Thompson’s artwork is meant to raise awareness of Castile’s death by focusing adroitly on Reynolds, whose traumatic experience was shared with millions on social media. Thompson has effectively made a name for himself for his artistic focus on Western issues of racism and colonialism. He has spoken in the past of the parallels between Britain’s black community and minorities of Pacific descent in his native Auckland.

In 2012, Thompson’s similarly tragic exhibit Untitled was given credit in the New Zealand political context for its incisive commentary on race relations in that country – the exhibit demonstrated three garage doors that were tagged with graffiti by 15-year-old person Pihema Cameron, a racialized teenager who was stabbed to death immediately afterwards by the property owner.
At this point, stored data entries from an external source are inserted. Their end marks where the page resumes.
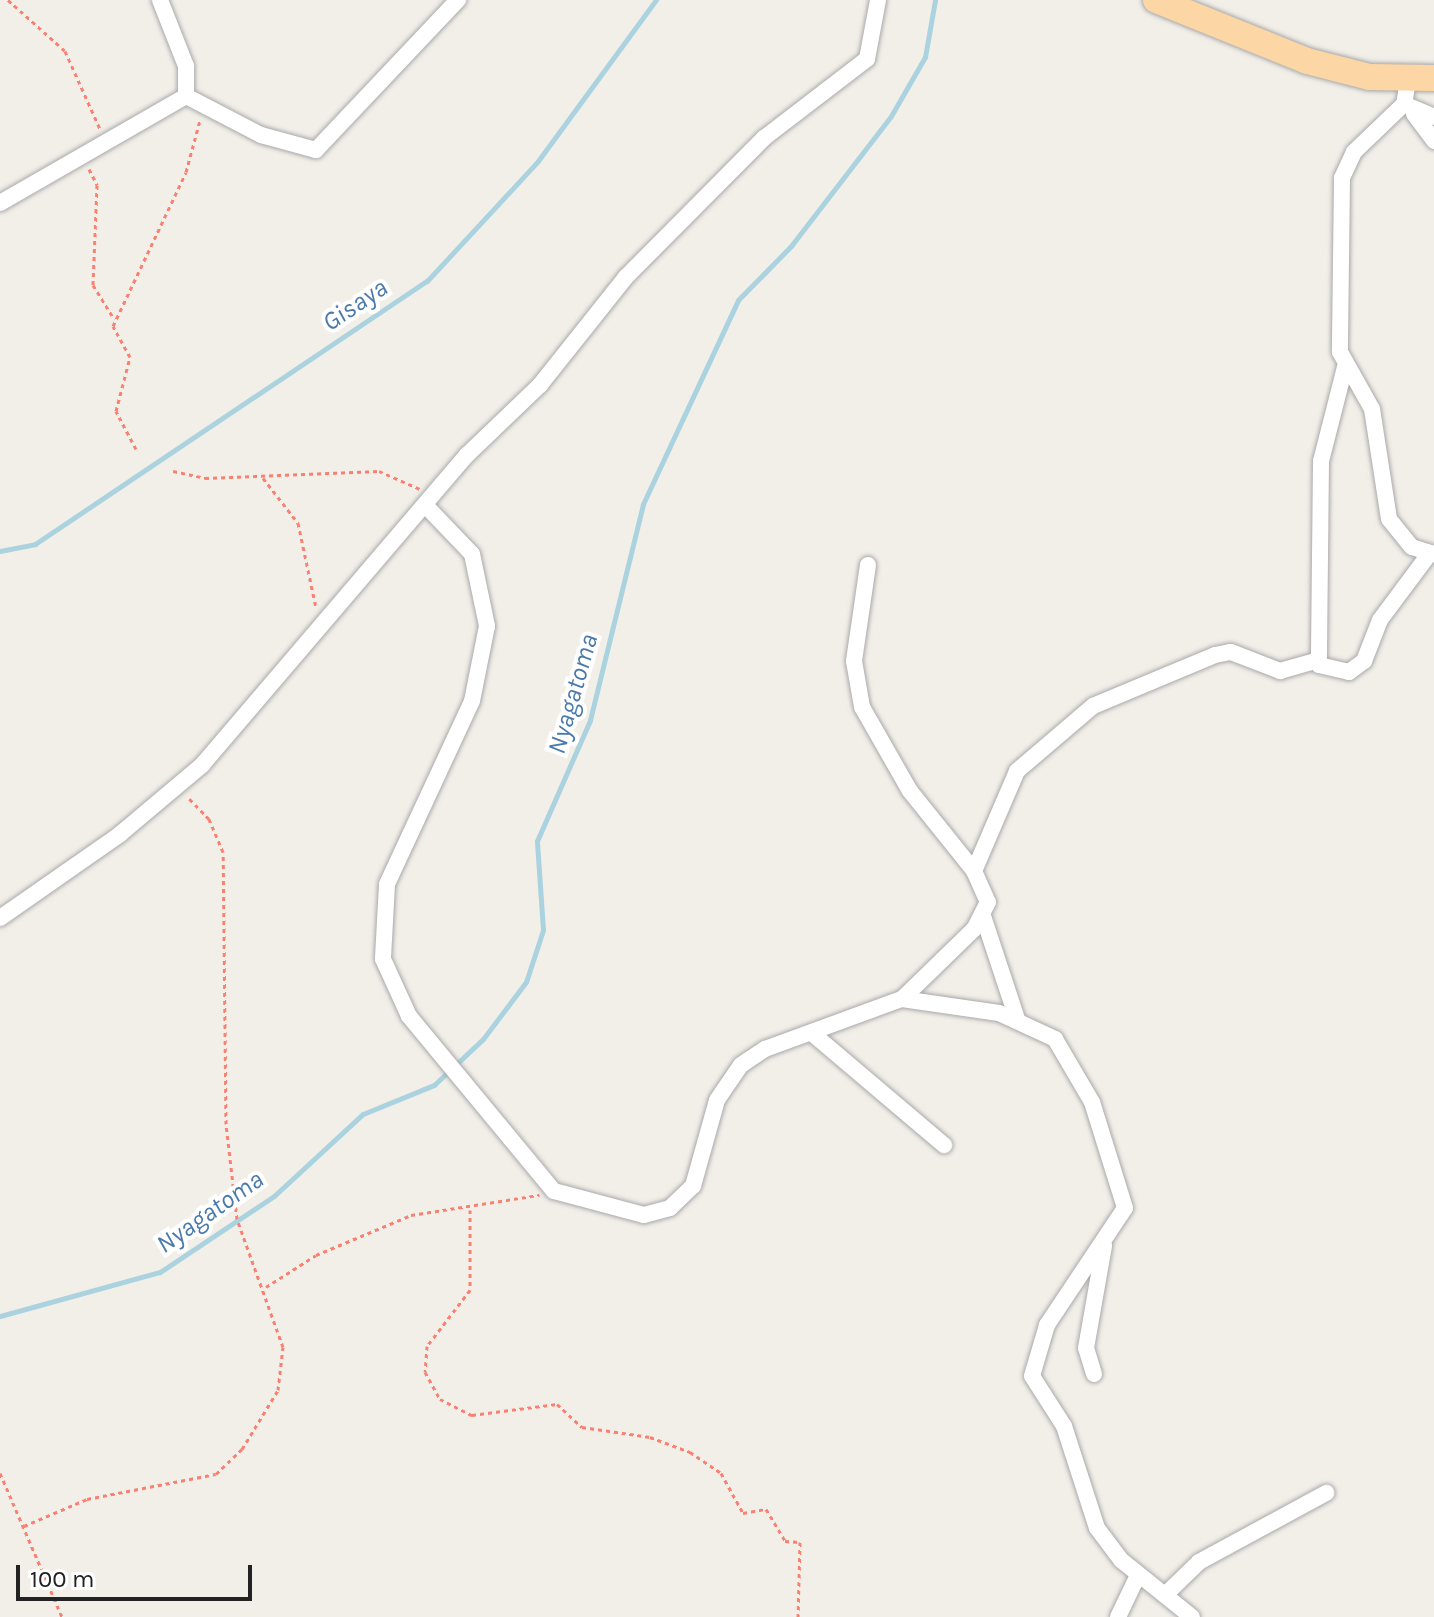 <!DOCTYPE html>
<style>
body{margin:0}
#map{position:relative;width:1434px;height:1617px;overflow:hidden;background:#f2efe9;font-family:Karla,sans-serif}
div>[style]{position:absolute}
.stream>*{height:5px;margin:-2.5px;padding:0 2.5px;transform-origin:2.5px;border-radius:2.5px;background:#aad3df}
.path>*{height:3px;margin-top:-1.5px;transform-origin:0;background:repeating-linear-gradient(90deg,#fa8072 0 4px,transparent 0 8px)}
.roads{filter:drop-shadow(0 0 2px #a9a9a9) drop-shadow(0 0 2px #a9a9a9)}
.street>*{height:16px;margin:-8px;padding:0 8px;transform-origin:8px;border-radius:8px;background:#fff}
.primary>*{height:26px;margin:-13px;padding:0 13px;transform-origin:13px;border-radius:13px;background:#fcd6a4}
span{translate:-50% -50%;white-space:nowrap;text-align:center;line-height:1.15;-webkit-text-stroke:8px #fff;paint-order:stroke}
.water-label{font-size:26px;color:#4a7aab;font-style:italic}
.scale{position:absolute;left:16px;top:1565px;width:236px;height:36px;box-sizing:border-box;border:4px solid #222;border-top:0;padding-left:10px;font-size:24px;line-height:28px;white-space:nowrap;color:#222;-webkit-text-stroke:6px #fff;paint-order:stroke}
</style>
<div id="map">
<div class="stream">
<i style="left:0;top:551px;width:36px;rotate:-11deg"></i>
<i style="left:35px;top:544px;width:472px;rotate:-33.9deg"></i>
<i style="left:427px;top:281px;width:163px;rotate:-47.2deg"></i>
<i style="left:538px;top:161px;width:200px;rotate:-53.8deg"></i>
<i style="left:0;top:1316px;width:166px;rotate:-15.4deg"></i>
<i style="left:160px;top:1272px;width:137px;rotate:-33.7deg"></i>
<i style="left:274px;top:1196px;width:121px;rotate:-42.7deg"></i>
<i style="left:363px;top:1114px;width:77px;rotate:-22.2deg"></i>
<i style="left:434px;top:1085px;width:67px;rotate:-43.2deg"></i>
<i style="left:483px;top:1039px;width:71px;rotate:-53deg"></i>
<i style="left:526px;top:982px;width:55px;rotate:-71.9deg"></i>
<i style="left:543px;top:930px;width:89px;rotate:-93.9deg"></i>
<i style="left:537px;top:841px;width:132px;rotate:-66.3deg"></i>
<i style="left:590px;top:720px;width:222px;rotate:-76.2deg"></i>
<i style="left:643px;top:504px;width:225px;rotate:-65deg"></i>
<i style="left:738px;top:300px;width:76px;rotate:-45.5deg"></i>
<i style="left:791px;top:246px;width:164px;rotate:-52.4deg"></i>
<i style="left:891px;top:116px;width:68px;rotate:-60deg"></i>
<i style="left:925px;top:57px;width:58px;rotate:-80deg"></i>
</div>
<div class="path">
<i style="left:8px;top:0;width:76px;rotate:41.8deg"></i>
<i style="left:65px;top:51px;width:85px;rotate:65.8deg"></i>
<i style="left:89px;top:169px;width:18px;rotate:63deg"></i>
<i style="left:97px;top:185px;width:100px;rotate:92.3deg"></i>
<i style="left:93px;top:285px;width:40px;rotate:58deg"></i>
<i style="left:136px;top:449px;width:43px;rotate:-117.8deg"></i>
<i style="left:116px;top:411px;width:56px;rotate:-75.5deg"></i>
<i style="left:130px;top:357px;width:35px;rotate:-119deg"></i>
<i style="left:113px;top:326px;width:170px;rotate:-64.6deg"></i>
<i style="left:186px;top:172px;width:54px;rotate:-74.9deg"></i>
<i style="left:173px;top:471px;width:33px;rotate:12deg"></i>
<i style="left:205px;top:478px;width:174px;rotate:-2.3deg"></i>
<i style="left:379px;top:471px;width:45px;rotate:23.7deg"></i>
<i style="left:263px;top:478px;width:57px;rotate:52.1deg"></i>
<i style="left:298px;top:523px;width:87px;rotate:78deg"></i>
<i style="left:470px;top:1210px;width:80px;rotate:90deg"></i>
<i style="left:470px;top:1290px;width:71px;rotate:127.5deg"></i>
<i style="left:427px;top:1346px;width:26px;rotate:94deg"></i>
<i style="left:425px;top:1372px;width:31px;rotate:61deg"></i>
<i style="left:440px;top:1399px;width:36px;rotate:27deg"></i>
<i style="left:472px;top:1415px;width:86px;rotate:-7.4deg"></i>
<i style="left:557px;top:1404px;width:34px;rotate:43deg"></i>
<i style="left:582px;top:1427px;width:69px;rotate:8.4deg"></i>
<i style="left:650px;top:1437px;width:43px;rotate:20.6deg"></i>
<i style="left:690px;top:1452px;width:37px;rotate:34deg"></i>
<i style="left:721px;top:1473px;width:46px;rotate:61.2deg"></i>
<i style="left:743px;top:1513px;width:23px;rotate:-10deg"></i>
<i style="left:766px;top:1509px;width:37px;rotate:59deg"></i>
<i style="left:785px;top:1541px;width:15px;rotate:4deg"></i>
<i style="left:800px;top:1542px;width:75px;rotate:91.5deg"></i>
<i style="left:266px;top:1287px;width:59px;rotate:-32.6deg"></i>
<i style="left:316px;top:1255px;width:103px;rotate:-22.8deg"></i>
<i style="left:411px;top:1215px;width:130px;rotate:-8.9deg"></i>
<i style="left:0;top:1473px;width:157px;rotate:66.7deg"></i>
<i style="left:24px;top:1526px;width:69px;rotate:-23.2deg"></i>
<i style="left:87px;top:1499px;width:131px;rotate:-11deg"></i>
<i style="left:216px;top:1474px;width:36px;rotate:-44deg"></i>
<i style="left:242px;top:1449px;width:69px;rotate:-58.6deg"></i>
<i style="left:278px;top:1390px;width:43px;rotate:-83.4deg"></i>
<i style="left:283px;top:1347px;width:136px;rotate:-109.8deg"></i>
<i style="left:237px;top:1219px;width:96px;rotate:-96.6deg"></i>
<i style="left:226px;top:1124px;width:272px;rotate:-90.6deg"></i>
<i style="left:223px;top:852px;width:36px;rotate:-113deg"></i>
<i style="left:209px;top:819px;width:30px;rotate:-134deg"></i>
</div>
<div class="roads">
<div class="street">
<i style="left:1408px;top:80px;width:24px;rotate:99deg"></i>
<i style="left:1404px;top:104px;width:33px;rotate:23deg"></i>
<i style="left:186px;top:96px;width:85px;rotate:27.5deg"></i>
<i style="left:261px;top:135px;width:57px;rotate:15.3deg"></i>
<i style="left:316px;top:150px;width:207px;rotate:-46.6deg"></i>
<i style="left:1404px;top:104px;width:69px;rotate:136.2deg"></i>
<i style="left:1354px;top:152px;width:29px;rotate:115deg"></i>
<i style="left:1342px;top:178px;width:174px;rotate:90.7deg"></i>
<i style="left:1340px;top:352px;width:65px;rotate:60.7deg"></i>
<i style="left:1372px;top:409px;width:111px;rotate:81.2deg"></i>
<i style="left:1389px;top:519px;width:36px;rotate:51deg"></i>
<i style="left:1412px;top:547px;width:23px;rotate:18deg"></i>
<i style="left:1414px;top:114px;width:34px;rotate:53deg"></i>
<i style="left:0;top:203px;width:215px;rotate:-29.9deg"></i>
<i style="left:186px;top:96px;width:30px;rotate:-90deg"></i>
<i style="left:186px;top:66px;width:71px;rotate:-111.5deg"></i>
<i style="left:1345px;top:367px;width:97px;rotate:104.3deg"></i>
<i style="left:1321px;top:461px;width:204px;rotate:90.6deg"></i>
<i style="left:1319px;top:665px;width:31px;rotate:13deg"></i>
<i style="left:1349px;top:672px;width:19px;rotate:-36deg"></i>
<i style="left:1364px;top:661px;width:44px;rotate:-68.7deg"></i>
<i style="left:1380px;top:620px;width:84px;rotate:-53.3deg"></i>
<i style="left:427px;top:507px;width:65px;rotate:46.2deg"></i>
<i style="left:472px;top:554px;width:74px;rotate:78.2deg"></i>
<i style="left:487px;top:626px;width:76px;rotate:101.3deg"></i>
<i style="left:472px;top:701px;width:202px;rotate:114.9deg"></i>
<i style="left:387px;top:884px;width:75px;rotate:93.1deg"></i>
<i style="left:383px;top:959px;width:63px;rotate:65.5deg"></i>
<i style="left:409px;top:1016px;width:227px;rotate:50.4deg"></i>
<i style="left:554px;top:1191px;width:93px;rotate:14.9deg"></i>
<i style="left:644px;top:1215px;width:27px;rotate:-15deg"></i>
<i style="left:670px;top:1208px;width:32px;rotate:-44deg"></i>
<i style="left:693px;top:1186px;width:89px;rotate:-74.4deg"></i>
<i style="left:717px;top:1100px;width:42px;rotate:-55.6deg"></i>
<i style="left:741px;top:1065px;width:29px;rotate:-34deg"></i>
<i style="left:765px;top:1049px;width:146px;rotate:-20.1deg"></i>
<i style="left:902px;top:999px;width:98px;rotate:8.2deg"></i>
<i style="left:999px;top:1013px;width:62px;rotate:24.9deg"></i>
<i style="left:1055px;top:1039px;width:73px;rotate:59.6deg"></i>
<i style="left:1092px;top:1102px;width:111px;rotate:72.7deg"></i>
<i style="left:1125px;top:1208px;width:141px;rotate:123.7deg"></i>
<i style="left:1047px;top:1325px;width:53px;rotate:106.4deg"></i>
<i style="left:1032px;top:1376px;width:59px;rotate:57.4deg"></i>
<i style="left:1064px;top:1426px;width:107px;rotate:72.1deg"></i>
<i style="left:1097px;top:1528px;width:40px;rotate:53deg"></i>
<i style="left:1121px;top:1560px;width:91px;rotate:38.8deg"></i>
<i style="left:868px;top:565px;width:97px;rotate:98.3deg"></i>
<i style="left:854px;top:661px;width:47px;rotate:80.1deg"></i>
<i style="left:862px;top:707px;width:97px;rotate:60.3deg"></i>
<i style="left:910px;top:791px;width:102px;rotate:51.3deg"></i>
<i style="left:974px;top:871px;width:34px;rotate:66deg"></i>
<i style="left:988px;top:902px;width:30px;rotate:117deg"></i>
<i style="left:974px;top:929px;width:100px;rotate:135.8deg"></i>
<i style="left:974px;top:871px;width:109px;rotate:-66.7deg"></i>
<i style="left:1017px;top:771px;width:100px;rotate:-40.5deg"></i>
<i style="left:1093px;top:706px;width:132px;rotate:-22.7deg"></i>
<i style="left:1215px;top:655px;width:16px;rotate:-11deg"></i>
<i style="left:1231px;top:652px;width:53px;rotate:21.2deg"></i>
<i style="left:1280px;top:671px;width:36px;rotate:-16deg"></i>
<i style="left:983px;top:916px;width:108px;rotate:71.7deg"></i>
<i style="left:0;top:918px;width:145px;rotate:-34.9deg"></i>
<i style="left:119px;top:835px;width:109px;rotate:-40.1deg"></i>
<i style="left:202px;top:765px;width:408px;rotate:-49.5deg"></i>
<i style="left:467px;top:455px;width:101px;rotate:-43.8deg"></i>
<i style="left:540px;top:385px;width:138px;rotate:-51.5deg"></i>
<i style="left:626px;top:277px;width:196px;rotate:-45.2deg"></i>
<i style="left:764px;top:138px;width:130px;rotate:-37.5deg"></i>
<i style="left:867px;top:59px;width:60px;rotate:-79.4deg"></i>
<i style="left:813px;top:1034px;width:172px;rotate:40.3deg"></i>
<i style="left:1094px;top:1374px;width:27px;rotate:-107deg"></i>
<i style="left:1086px;top:1348px;width:104px;rotate:-80deg"></i>
<i style="left:1166px;top:1594px;width:46px;rotate:-44.1deg"></i>
<i style="left:1199px;top:1562px;width:145px;rotate:-28.5deg"></i>
<i style="left:1118px;top:1617px;width:47px;rotate:-64.5deg"></i>
</div>
<div class="primary">
<i style="left:1156px;top:0;width:163px;rotate:22deg"></i>
<i style="left:1307px;top:61px;width:65px;rotate:14.3deg"></i>
<i style="left:1370px;top:77px;width:64px;rotate:0.9deg"></i>
</div>
</div>
<div class="water-label">
<span style="left:355px;top:305px;rotate:-34deg">Gisaya</span>
<span style="left:573px;top:694px;rotate:-74deg">Nyagatoma</span>
<span style="left:210px;top:1212px;rotate:-35deg">Nyagatoma</span>
</div>
<div class="scale">100 m</div>
</div>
The exhibit followed public outrage in New Zealand subsequent to the murderer’s release after he served only 2 years behind bars.

However, Thompson’s artistic expression has not come under fire in these circumstances due to the political nature of his commentary. Instead, some are opining that his position as a white male from an economically privileged background not only limits his capacity to contribute honestly to a debate on race, it also detracts from those racialized artists and commentators whose works are underrepresented in the mainstream art world.

The 30-year-old artist identifies as a mixed-race Fijian-New Zealander. However, he is visibly white. Moreover, he is not an American. For that reason, many are concerned that he has walked waywardly into the wrong debate at the wrong time.

An activist collective based in London has begun protesting the artist’s nomination under the slogan “Black Pain is not for Profit”. Protesters are accusing Thompson of deliberately making art that profits from the suffering of marginalized black or other racialized groups.

The protest was officially organized by BBZ London, a collective that aims to prioritize the experience of queer women and non-black people of colour. The group decided to take a symbolic stand against Thompson’s work in order to point out what they perceive as an unfair utilization of black pain and suffering to advance an individual’s career goals in art.

The Turner Prize is Britain’s most prestigious art honour awarded either to British artists based anywhere or to any artists based in Britain. Thompson was eligible because he lives and works in London. The story has gained traction because of the prestige that comes along with the prize as well as the relative bump in art sales that Turner Prize winners and nominees can be expected to receive.